Lines from the beginning of the material below through the line that has "margin:0; font-family:Karla,sans-serif; background:#f6f6f7;" are to be reproduced exactly, but pictures are not.

-- Exercise inputs --

+++

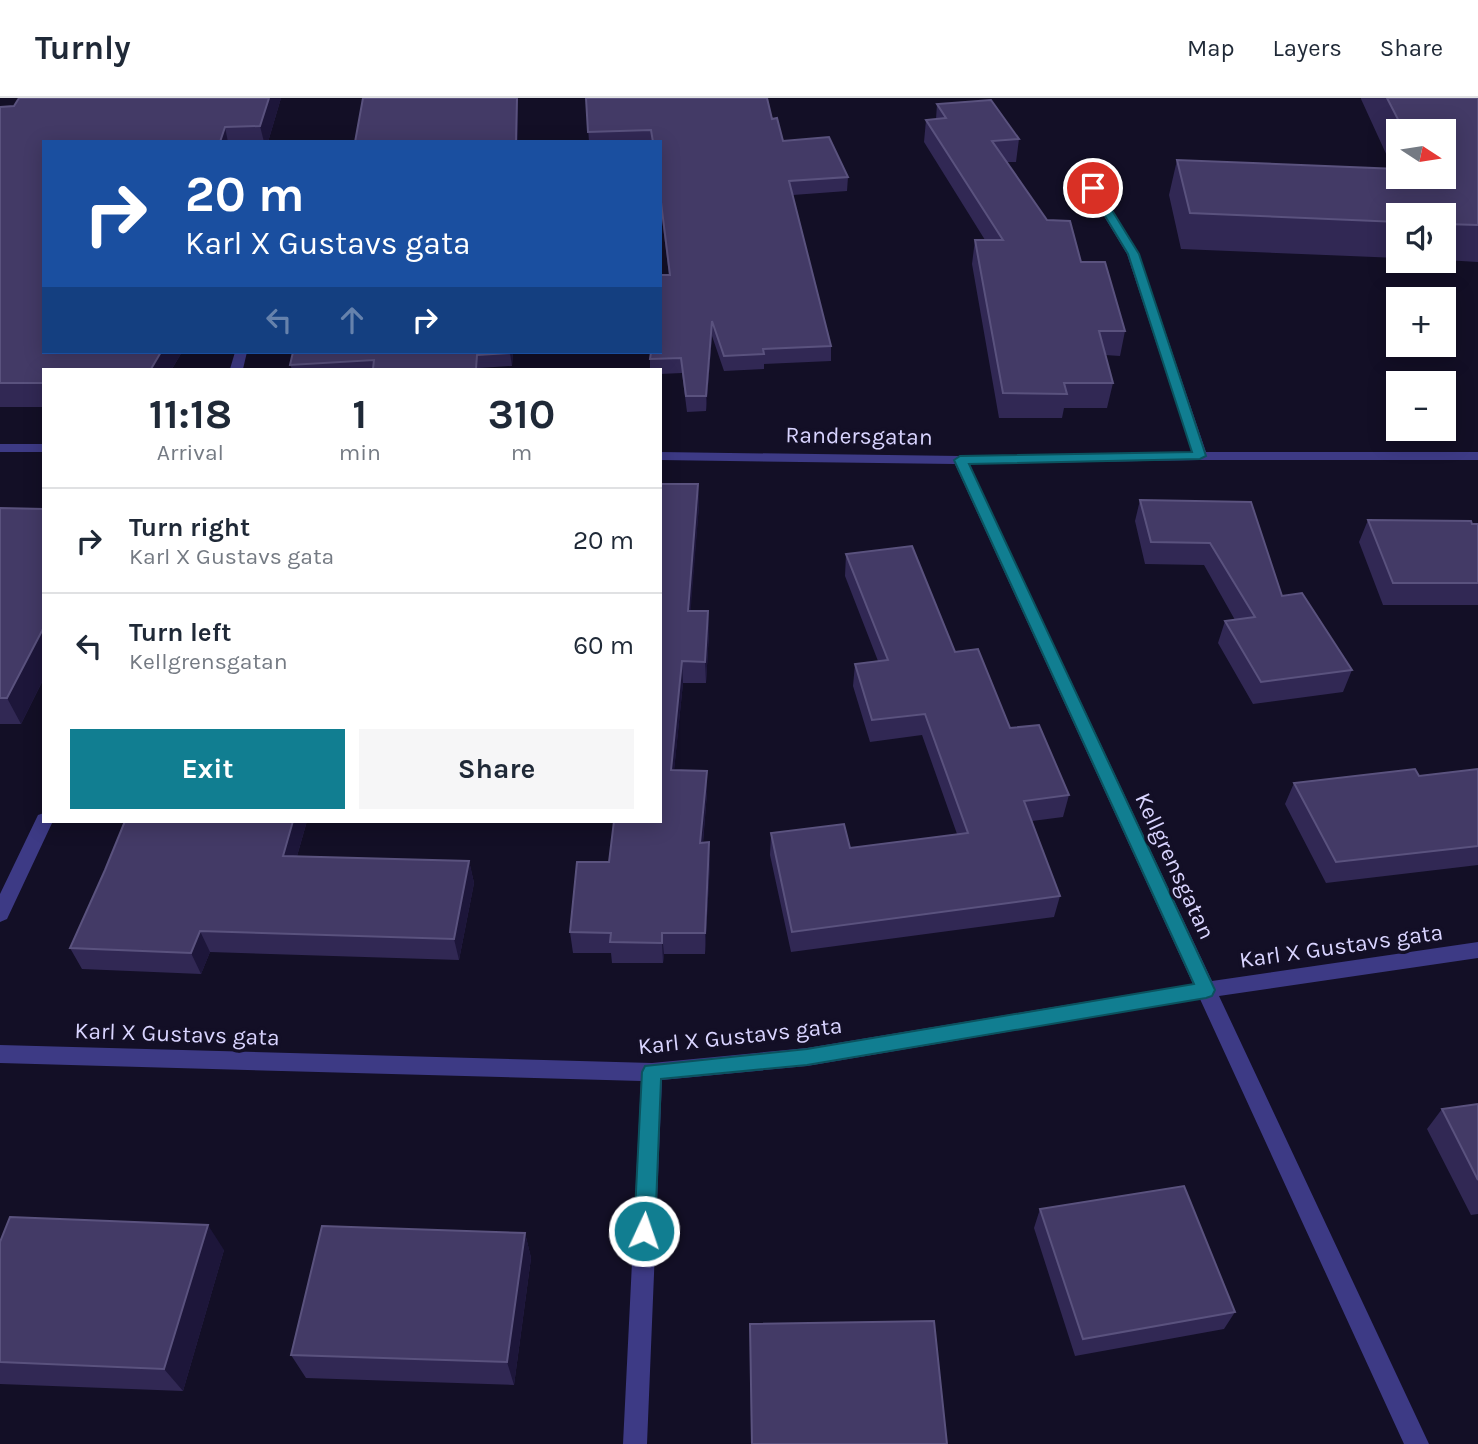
<!DOCTYPE html>
<html lang="en">
<head>
<meta charset="utf-8">
<style>
  body { margin:0; font-family:Karla,sans-serif; background:#f6f6f7; color:#1f2937; height:100vh; display:flex; flex-direction:column; font-size:26px; white-space:nowrap }
  * { box-sizing:border-box; margin:0 }
  p { font-size:23px; color:#747a83 }
  .icon { flex:none; width:38px; height:38px; fill:none; stroke:currentColor; stroke-width:2; stroke-linecap:round; stroke-linejoin:round }
  .map { position:relative; flex:1; overflow:hidden }
  .panel { position:absolute; left:42px; top:270px; width:620px; height:455px; display:flex; flex-direction:column; background:#fff; border-radius:0px; box-shadow:0 4px 18px #0003 }
  .panel>* { flex:none }
  .guide { position:absolute; left:42px; top:42px; width:620px; height:214px; border-radius:0px; box-shadow:0 4px 18px #0003; background:#1a4fa0; color:#fff; overflow:hidden }
  .needle { width:46px; rotate:102deg }
  .buttons { position:absolute; left:1386px; top:21px; display:grid; gap:14px }
  .buttons a { display:grid; place-items:center; width:70px; height:70px; border-radius:0px; background:#fff; box-shadow:0 4px 18px #0003; font-size:35px }
  .pin { position:absolute; display:grid; place-items:center; width:60px; height:60px; color:#fff; margin:-30px; border:4px solid #fff; border-radius:50%; box-shadow:0 2px 7px #0007 }
  .me { position:absolute; width:77px; margin:-38px; rotate:3deg; stroke-linejoin:round; filter:drop-shadow(0 0 5px #0008) }
  .turn { display:flex; align-items:center; gap:24px; height:147px; padding:0 28px; font-size:32px }
  .turn .icon { width:91px; height:91px; stroke-width:2.5 }
  .turn b { display:block; font-size:49px; line-height:60px }
  .lanes { display:flex; align-items:center; height:66px; padding:0 28px; background:#0003; justify-content:center; gap:35px; direction:ltr }
  .lanes .off { opacity:.35 }
  .eta { display:flex; justify-content:space-evenly; align-items:center; height:119px; text-align:center }
  .eta b { font-size:42px; font-weight:700; line-height:49px }
  .primary-button { display:flex; gap:14px; margin-top:auto; padding:14px 28px }
  .primary-button a { flex:1; height:80px; border-radius:0px; background:#117e91; color:#fff; font-size:28px; font-weight:700; line-height:80px; text-align:center }
  .primary-button a+a { background:#f6f6f7; color:#1f2937 }
  ul { padding:0; list-style:none }
  li { display:flex; align-items:center; gap:21px; height:105px; padding:0 28px; border-top:2px solid #e0e1e3 }
  li div { flex:1 }
  li b { display:block; font-size:26px }
  li em { font-style:normal }
  header { display:flex; align-items:center; gap:42px; box-sizing:border-box; height:98px; padding:0 35px; background:#fff; border-bottom:2px solid #e0e1e3 }
  header strong { font-size:33px }
  nav { display:flex; gap:38px; margin-inline-start:auto; font-size:24px }
  .map>svg:first-child { display:block }
  .lines { fill:none; stroke-linecap:round; stroke-linejoin:round }
  .street { fill:#3d3a85; fill-rule:evenodd }
  .wall { fill:#312854; fill-rule:evenodd }
  .shaded-wall { fill:#1d163a }
  .building { fill:#433a66; stroke:#5a527e; stroke-width:2 }
  .route { fill:#117e91; stroke:#0b525e; stroke-width:2 }
  .labels { text-anchor:middle; dominant-baseline:central; stroke-width:7; stroke-linejoin:round; paint-order:stroke }
  .street-label { font-size:23px; fill:#d9d4ff; stroke:#130f26 }
</style>
</head>
<body>
<header>
<strong>Turnly</strong>
<nav><a>Map</a><a>Layers</a><a>Share</a></nav>
</header>
<div class="map">
<svg width="1478" height="1346" viewBox="0 0 1478 1346">
  <rect width="100%" height="100%" fill="#130f26"/>
  <g class="lines">
    <path class="street" d="M1093,87l6,3 40,66 67,198h272v8h-278l-231,4 243,517 266,-39v16l-259,38 210,448h-25l-204,-445 -393,67 -145,14 -15,364h-24l18,-363 -641,-18v-18l652,18 155,-15 386,-64 -238,-520 -295,-4v-8l300,4 232,-4 -65,-198 -40,-66z
      M235,254h12l-4,17h-13z
      M0,346h44v8h-44z
      M44,715v8h9l-46,98 -7,3v-28l38,-79z"/>
  </g>
  <path class="wall" d="M281,0l-13,44h-224v210h138l-10,17h-128v38h-44v-300z
    M586,0l186,21 11,22 65,36 -1,14 -54,4 38,151v15l-67,3v5l-40,2 -12,-35 -6,75 -19,1 -5,-39 -22,1v-5h-10v-10l19,-84 -9,-72v-61h-71z
    M1361,0h117v164l-34,-2v-45h-46v43l-217,-9 -12,-54 8,-35 216,9 -32,-70zM1398,33h46v46h-46z
    M937,6l82,35 -3,23h-9l40,58 34,42 44,69 -5,25 -15,-1 8,28 -6,25h-43l-2,10h-63l-27,-154 3,-24h10l-61,-98 2,-22 10,-1z
    M513,254l-1,14 -33,2v1h-187l-2,-4z
    M698,386l1,21 -9,106h18l1,21 -3,51h-23l-9,87 33,22 -4,51 7,19 -5,92h-41l-1,9h-51l-1,-10h-38l-3,-21 39,-70z
    M1140,402l111,2 31,94 70,74 -9,22 -90,12 -35,-61 7,-22 10,-1 -31,-55 -59,-1 -10,-43z
    M0,410l44,1v169l-23,46h-21z
    M1368,422l110,4v81h-95l-24,-63z
    M846,456l109,98 55,76 59,67 -6,22 -31,4 28,75 -6,21 -263,35 -21,-97 1,-22 79,15 107,-14 -35,-99 -52,7 -17,-56 2,-22 23,-3 -33,-85z
    M1478,671v96l-152,18 -41,-79 9,-21 125,-7z
    M125,723h182l-10,35 172,5 5,22 -15,77 -249,-8 -9,22 -119,-5 -12,-21 35,-78z
    M1478,1006v110l-7,1 -44,-86 15,-20z
    M1040,1111l195,103 -11,17 -149,27 -41,-128z
    M525,1135l6,25 -17,127 -208,-7 -15,-23z
    M0,1144l224,8 -41,141 -183,-7z
    M750,1226l197,120h-196z"/>
  <path class="shaded-wall" d="M269,0h12l-13,44h-4l-4,-16z
    M517,0h1v44h-2z
    M225,29l3,15h-8z
    M712,223v15l-6,75v-15z
    M161,254h21l-10,17h-21z
    M510,254h3l-1,14 -2,-13z
    M698,386l1,21 -10,127 -1,-21z
    M708,513l1,21 -3,51 -1,-21z
    M44,529v51l-23,46 -14,-26z
    M682,563l1,22 -11,108 -1,-21z
    M707,673v21l-6,72 -1,-21z
    M293,723h14l-16,56 -8,-21z
    M709,744l1,20 -5,92v-21z
    M469,763l5,22 -15,77 -5,-21z
    M200,833l10,21 -9,22 -10,-21z
    M662,835l2,21 -1,9 -1,-20z
    M208,1127l16,25 -41,141 -19,-22z
    M525,1135l6,25 -17,127 -7,-23z"/>
  <path class="building" d="M19,0h250l-9,28 -35,1 -5,15h-176v210h117l-10,17h-107v14h-44v-276l14,-1z
    M363,0h154l-1,44h-161z
    M586,0h181l5,21 5,-1 6,23 46,-4 19,40 -59,4 42,165 -68,3 1,5 -40,2 -12,-35 -6,75h-20l-5,-38 -31,1 1,-7h9v-67l1,-10h9l-10,-81v-52h-7l-2,-12 -63,2z
    M1387,0h91v127l-34,-1v-9h-46v7l-208,-9 -13,-53 221,9v8h46v-46h-40z
    M991,2l28,39 -27,2 55,79 23,1 11,41h24l20,69h-26l14,52h-49l3,11 -64,-1 -28,-153h28l-77,-120 20,-2 -9,-14z
    M293,254h217v1l-33,2 -1,14h-103l1,-9 -84,5z
    M660,386h38l-10,127h20l-3,51 -23,-1 -11,109 36,1 -7,72 9,-1 -4,91h-43v10l-52,-1 1,-9 -41,-1 7,-70h32l5,-41h46z
    M1140,402l111,2 31,94 20,-3 50,77 -91,12 -36,-61 30,-4 -45,-74 -59,-1z
    M0,410l44,1v118l-37,71h-7z
    M1368,422l103,1 1,3h6v59h-85z
    M912,448l43,106 23,-3 32,79 29,-3 30,70 -45,6 36,95 -268,36 -21,-99 73,-9 6,24 118,-15 -43,-119 -53,6 -17,-56 33,-4 -42,-106z
    M1415,671l4,7 59,-7v77l-142,16 -42,-79z
    M125,723h168l-10,35 186,5 -15,78 -254,-8 -9,22 -121,-5 35,-78z
    M1478,1006v76l-36,-71z
    M1184,1088l51,126 -152,27 -43,-130z
    M10,1119l198,8 -44,144 -164,-7v-120z
    M322,1128l203,7 -18,129 -216,-7z
    M934,1223l13,123h-195l-2,-120z"/>
  <path class="route" d="M1090,88h7l42,68 67,202 -6,3 -231,5 246,526 -3,6 -6,2 -399,67 -146,14 -6,152 -3,7 -8,3 -7,-3 -3,-7 8,-159 3,-6 162,-17 387,-65 -240,-524 6,-4 232,-4 -64,-198 -40,-66z"/>
  <g class="labels">
    <g class="street-label">
      <text transform="translate(859 338) rotate(1)">Randersgatan</text>
      <text transform="translate(1175 768) rotate(65)">Kellgrensgatan</text>
      <text transform="translate(1341 848) rotate(-8)">Karl X Gustavs gata</text>
      <text transform="translate(177 936) rotate(2)">Karl X Gustavs gata</text>
      <text transform="translate(740 938) rotate(-6)">Karl X Gustavs gata</text>
    </g>
  </g>
</svg>
<div class="buttons">
<a><svg class="needle" viewBox="-14 -14 28 28"><path d="M0-13l5 13h-10z" fill="#e53935"/><path d="M0 13l5-13h-10z" fill="#747a83"/></svg></a>
<a><svg class="icon" aria-label="sound" viewBox="0 0 24 24"><path d="M4 9h4l5-4v14l-5-4H4zM17 9q2 3 0 6"/></svg></a>
<a>+</a>
<a>−</a>
</div>
<div class="pin" style="left:1093px;top:90px;background:#d93025"><svg class="icon" aria-label="arrive" viewBox="0 0 24 24"><path d="M6 21V4h12l-3 4 3 4H6"/></svg></div>
<svg class="me" style="left:644px;top:1133px" viewBox="-20 -20 40 40"><circle r="17" fill="#117e91" stroke="#fff" stroke-width="3"/><path d="M0-11L8 9 0 5-8 9z" fill="#fff"/></svg>
<div class="guide">
<div class="turn"><svg class="icon" aria-label="right" viewBox="0 0 24 24"><path d="M7 20v-9h11M14 6l5 5-5 5"/></svg><div><b>20 m</b>Karl X Gustavs gata</div></div>
<div class="lanes"><svg class="icon off" aria-label="left" viewBox="0 0 24 24"><path d="M17 20v-9H6M10 6l-5 5 5 5"/></svg><svg class="icon off" aria-label="ahead" viewBox="0 0 24 24"><path d="M12 20V5M6 11l6-6 6 6"/></svg><svg class="icon" aria-label="right" viewBox="0 0 24 24"><path d="M7 20v-9h11M14 6l5 5-5 5"/></svg></div>
</div>
<section class="panel">
<div class="eta">
<div><b>11:18</b><p>Arrival</p></div>
<div><b>1</b><p>min</p></div>
<div><b>310</b><p>m</p></div>
</div>
<ul>
<li><svg class="icon" aria-label="right" viewBox="0 0 24 24"><path d="M7 20v-9h11M14 6l5 5-5 5"/></svg><div><b>Turn right</b><p>Karl X Gustavs gata</p></div><em>20 m</em></li>
<li><svg class="icon" aria-label="left" viewBox="0 0 24 24"><path d="M17 20v-9H6M10 6l-5 5 5 5"/></svg><div><b>Turn left</b><p>Kellgrensgatan</p></div><em>60 m</em></li>
</ul>
<div class="primary-button"><a>Exit</a><a>Share</a></div>
</section>
</div>
</body>
</html>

+++

-- Reply to the task --
<!DOCTYPE html>
<html lang="en">
<head>
<meta charset="utf-8">
<style>
  body { margin:0; font-family:Karla,sans-serif; background:#f6f6f7; color:#1f2937; height:100vh; display:flex; flex-direction:column; font-size:26px; white-space:nowrap }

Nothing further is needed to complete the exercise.